YOUR OBJECTIVE:
The entries below are to be duplicated exactly, with nothing left out.

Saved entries
::::::
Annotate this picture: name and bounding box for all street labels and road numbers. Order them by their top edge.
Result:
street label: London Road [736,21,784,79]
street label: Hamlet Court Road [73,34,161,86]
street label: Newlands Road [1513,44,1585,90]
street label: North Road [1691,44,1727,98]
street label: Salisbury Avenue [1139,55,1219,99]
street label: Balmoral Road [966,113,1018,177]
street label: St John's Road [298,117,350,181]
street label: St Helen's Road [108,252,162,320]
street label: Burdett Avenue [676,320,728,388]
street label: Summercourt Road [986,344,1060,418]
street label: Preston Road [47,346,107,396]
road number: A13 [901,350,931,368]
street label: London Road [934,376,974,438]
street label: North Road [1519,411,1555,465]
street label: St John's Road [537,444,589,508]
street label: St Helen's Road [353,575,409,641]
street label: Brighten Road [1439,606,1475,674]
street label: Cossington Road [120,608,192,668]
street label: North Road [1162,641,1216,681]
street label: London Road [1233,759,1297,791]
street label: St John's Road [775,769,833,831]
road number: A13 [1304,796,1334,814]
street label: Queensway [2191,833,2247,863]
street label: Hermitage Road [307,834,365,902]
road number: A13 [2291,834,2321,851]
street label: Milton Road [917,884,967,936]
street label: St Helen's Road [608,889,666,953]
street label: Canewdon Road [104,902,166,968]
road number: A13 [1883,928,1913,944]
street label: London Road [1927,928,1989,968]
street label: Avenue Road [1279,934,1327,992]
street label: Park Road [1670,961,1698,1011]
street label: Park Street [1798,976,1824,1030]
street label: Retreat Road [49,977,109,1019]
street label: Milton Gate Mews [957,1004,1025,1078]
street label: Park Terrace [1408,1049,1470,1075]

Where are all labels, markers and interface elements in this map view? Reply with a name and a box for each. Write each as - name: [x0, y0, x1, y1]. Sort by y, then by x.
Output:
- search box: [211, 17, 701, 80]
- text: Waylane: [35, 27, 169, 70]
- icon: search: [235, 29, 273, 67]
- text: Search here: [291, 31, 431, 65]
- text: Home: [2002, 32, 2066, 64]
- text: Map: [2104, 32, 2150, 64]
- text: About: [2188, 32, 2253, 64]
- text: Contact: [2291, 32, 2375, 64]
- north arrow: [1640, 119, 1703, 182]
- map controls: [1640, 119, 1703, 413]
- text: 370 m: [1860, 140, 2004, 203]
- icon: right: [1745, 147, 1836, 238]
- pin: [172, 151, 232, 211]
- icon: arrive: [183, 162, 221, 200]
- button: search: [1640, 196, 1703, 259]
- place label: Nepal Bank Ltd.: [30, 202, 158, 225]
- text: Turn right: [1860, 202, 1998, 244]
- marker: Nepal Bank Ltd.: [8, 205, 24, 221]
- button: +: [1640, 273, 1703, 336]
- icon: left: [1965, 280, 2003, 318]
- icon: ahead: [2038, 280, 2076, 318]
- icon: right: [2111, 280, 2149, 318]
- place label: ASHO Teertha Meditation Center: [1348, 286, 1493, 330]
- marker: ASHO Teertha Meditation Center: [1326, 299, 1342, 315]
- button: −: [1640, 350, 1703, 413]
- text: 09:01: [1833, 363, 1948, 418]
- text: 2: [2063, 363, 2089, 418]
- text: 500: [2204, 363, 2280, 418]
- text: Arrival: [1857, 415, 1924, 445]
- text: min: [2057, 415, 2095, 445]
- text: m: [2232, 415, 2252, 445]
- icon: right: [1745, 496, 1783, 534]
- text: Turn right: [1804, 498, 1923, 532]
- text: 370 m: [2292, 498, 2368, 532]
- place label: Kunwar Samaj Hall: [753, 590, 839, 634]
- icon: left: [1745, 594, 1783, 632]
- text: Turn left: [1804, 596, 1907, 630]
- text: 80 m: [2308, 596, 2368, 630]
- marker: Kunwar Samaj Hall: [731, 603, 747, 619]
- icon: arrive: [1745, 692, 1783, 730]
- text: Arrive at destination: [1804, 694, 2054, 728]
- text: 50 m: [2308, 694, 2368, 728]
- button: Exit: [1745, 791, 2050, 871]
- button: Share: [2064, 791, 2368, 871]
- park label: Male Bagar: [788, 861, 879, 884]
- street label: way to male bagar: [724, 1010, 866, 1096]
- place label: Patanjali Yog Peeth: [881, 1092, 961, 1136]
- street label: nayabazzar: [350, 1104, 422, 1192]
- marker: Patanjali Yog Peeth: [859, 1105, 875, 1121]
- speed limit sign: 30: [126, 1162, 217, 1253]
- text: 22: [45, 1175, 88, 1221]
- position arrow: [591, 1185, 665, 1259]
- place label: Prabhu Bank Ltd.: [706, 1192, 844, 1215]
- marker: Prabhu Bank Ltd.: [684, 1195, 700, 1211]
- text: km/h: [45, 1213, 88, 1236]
::::::
ANSWER BOX:
Annotate this picture: name and bounding box for all street labels and road numbers. Order them by their top edge.
Result:
street label: London Road [736,21,784,79]
street label: Hamlet Court Road [73,34,161,86]
street label: Newlands Road [1513,44,1585,90]
street label: North Road [1691,44,1727,98]
street label: Salisbury Avenue [1139,55,1219,99]
street label: Balmoral Road [966,113,1018,177]
street label: St John's Road [298,117,350,181]
street label: St Helen's Road [108,252,162,320]
street label: Burdett Avenue [676,320,728,388]
street label: Summercourt Road [986,344,1060,418]
street label: Preston Road [47,346,107,396]
road number: A13 [901,350,931,368]
street label: London Road [934,376,974,438]
street label: North Road [1519,411,1555,465]
street label: St John's Road [537,444,589,508]
street label: St Helen's Road [353,575,409,641]
street label: Brighten Road [1439,606,1475,674]
street label: Cossington Road [120,608,192,668]
street label: North Road [1162,641,1216,681]
street label: London Road [1233,759,1297,791]
street label: St John's Road [775,769,833,831]
road number: A13 [1304,796,1334,814]
street label: Queensway [2191,833,2247,863]
street label: Hermitage Road [307,834,365,902]
road number: A13 [2291,834,2321,851]
street label: Milton Road [917,884,967,936]
street label: St Helen's Road [608,889,666,953]
street label: Canewdon Road [104,902,166,968]
road number: A13 [1883,928,1913,944]
street label: London Road [1927,928,1989,968]
street label: Avenue Road [1279,934,1327,992]
street label: Park Road [1670,961,1698,1011]
street label: Park Street [1798,976,1824,1030]
street label: Retreat Road [49,977,109,1019]
street label: Milton Gate Mews [957,1004,1025,1078]
street label: Park Terrace [1408,1049,1470,1075]

Where are all labels, markers and interface elements in this map view? Reply with a name and a box for each. Write each as - name: [x0, y0, x1, y1]. Sort by y, then by x.
Output:
- search box: [211, 17, 701, 80]
- text: Waylane: [35, 27, 169, 70]
- icon: search: [235, 29, 273, 67]
- text: Search here: [291, 31, 431, 65]
- text: Home: [2002, 32, 2066, 64]
- text: Map: [2104, 32, 2150, 64]
- text: About: [2188, 32, 2253, 64]
- text: Contact: [2291, 32, 2375, 64]
- north arrow: [1640, 119, 1703, 182]
- map controls: [1640, 119, 1703, 413]
- text: 370 m: [1860, 140, 2004, 203]
- icon: right: [1745, 147, 1836, 238]
- pin: [172, 151, 232, 211]
- icon: arrive: [183, 162, 221, 200]
- button: search: [1640, 196, 1703, 259]
- place label: Nepal Bank Ltd.: [30, 202, 158, 225]
- text: Turn right: [1860, 202, 1998, 244]
- marker: Nepal Bank Ltd.: [8, 205, 24, 221]
- button: +: [1640, 273, 1703, 336]
- icon: left: [1965, 280, 2003, 318]
- icon: ahead: [2038, 280, 2076, 318]
- icon: right: [2111, 280, 2149, 318]
- place label: ASHO Teertha Meditation Center: [1348, 286, 1493, 330]
- marker: ASHO Teertha Meditation Center: [1326, 299, 1342, 315]
- button: −: [1640, 350, 1703, 413]
- text: 09:01: [1833, 363, 1948, 418]
- text: 2: [2063, 363, 2089, 418]
- text: 500: [2204, 363, 2280, 418]
- text: Arrival: [1857, 415, 1924, 445]
- text: min: [2057, 415, 2095, 445]
- text: m: [2232, 415, 2252, 445]
- icon: right: [1745, 496, 1783, 534]
- text: Turn right: [1804, 498, 1923, 532]
- text: 370 m: [2292, 498, 2368, 532]
- place label: Kunwar Samaj Hall: [753, 590, 839, 634]
- icon: left: [1745, 594, 1783, 632]
- text: Turn left: [1804, 596, 1907, 630]
- text: 80 m: [2308, 596, 2368, 630]
- marker: Kunwar Samaj Hall: [731, 603, 747, 619]
- icon: arrive: [1745, 692, 1783, 730]
- text: Arrive at destination: [1804, 694, 2054, 728]
- text: 50 m: [2308, 694, 2368, 728]
- button: Exit: [1745, 791, 2050, 871]
- button: Share: [2064, 791, 2368, 871]
- park label: Male Bagar: [788, 861, 879, 884]
- street label: way to male bagar: [724, 1010, 866, 1096]
- place label: Patanjali Yog Peeth: [881, 1092, 961, 1136]
- street label: nayabazzar: [350, 1104, 422, 1192]
- marker: Patanjali Yog Peeth: [859, 1105, 875, 1121]
- speed limit sign: 30: [126, 1162, 217, 1253]
- text: 22: [45, 1175, 88, 1221]
- position arrow: [591, 1185, 665, 1259]
- place label: Prabhu Bank Ltd.: [706, 1192, 844, 1215]
- marker: Prabhu Bank Ltd.: [684, 1195, 700, 1211]
- text: km/h: [45, 1213, 88, 1236]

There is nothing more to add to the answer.